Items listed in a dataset

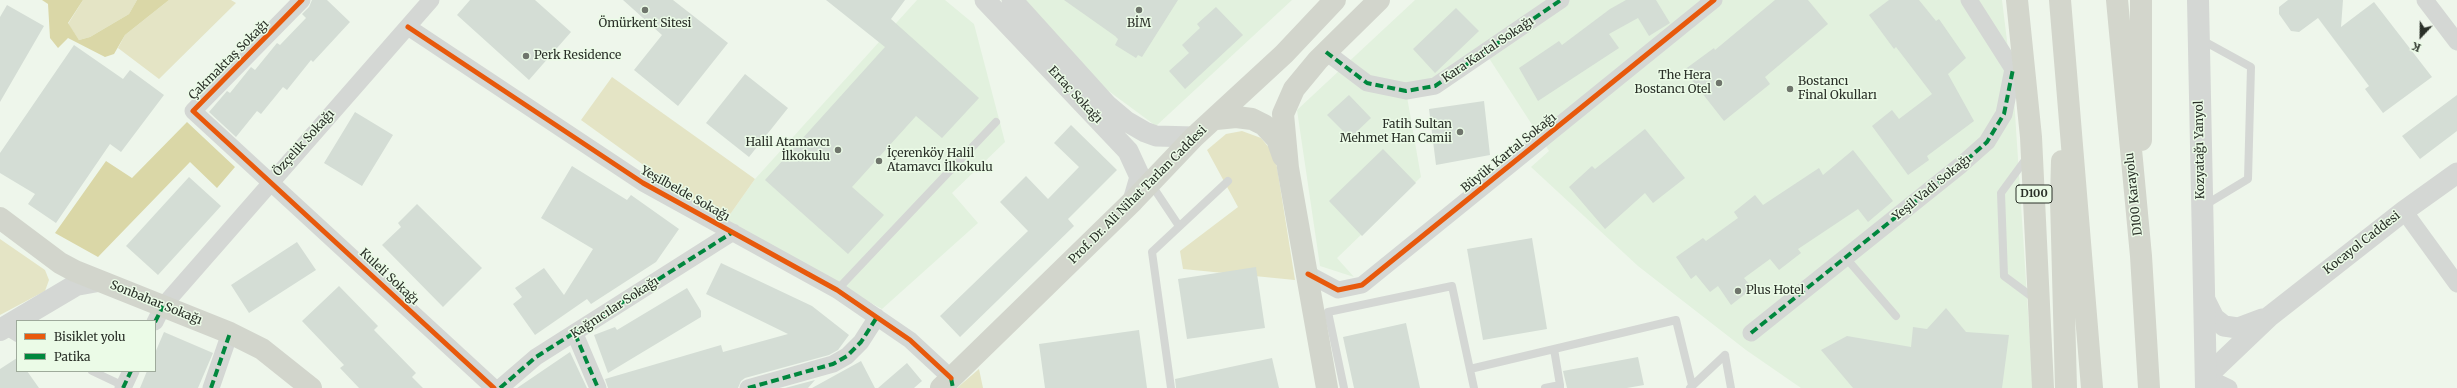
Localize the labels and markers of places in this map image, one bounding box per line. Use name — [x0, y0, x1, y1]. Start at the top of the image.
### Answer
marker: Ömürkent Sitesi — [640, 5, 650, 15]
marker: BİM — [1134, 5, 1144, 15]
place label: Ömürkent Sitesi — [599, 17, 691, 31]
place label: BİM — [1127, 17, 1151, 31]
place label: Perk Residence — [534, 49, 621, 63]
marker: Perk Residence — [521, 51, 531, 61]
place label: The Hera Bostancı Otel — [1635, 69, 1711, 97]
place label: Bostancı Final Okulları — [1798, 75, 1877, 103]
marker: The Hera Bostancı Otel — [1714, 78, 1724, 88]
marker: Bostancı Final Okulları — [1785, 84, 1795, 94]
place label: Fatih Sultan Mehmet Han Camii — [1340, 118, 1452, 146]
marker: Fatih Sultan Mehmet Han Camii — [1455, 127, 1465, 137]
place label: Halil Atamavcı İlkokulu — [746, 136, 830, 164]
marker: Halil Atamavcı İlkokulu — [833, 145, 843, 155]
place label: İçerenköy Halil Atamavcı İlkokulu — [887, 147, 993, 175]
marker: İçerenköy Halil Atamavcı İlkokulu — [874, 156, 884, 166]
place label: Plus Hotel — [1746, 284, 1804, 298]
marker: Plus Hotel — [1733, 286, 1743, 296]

→ EXERCISE AIM: Whenever a line of the records holds the string "Halil", pick it out and copy it.

→ EXERCISE SOLUTION:
place label: Halil Atamavcı İlkokulu — [746, 136, 830, 164]
marker: Halil Atamavcı İlkokulu — [833, 145, 843, 155]
place label: İçerenköy Halil Atamavcı İlkokulu — [887, 147, 993, 175]
marker: İçerenköy Halil Atamavcı İlkokulu — [874, 156, 884, 166]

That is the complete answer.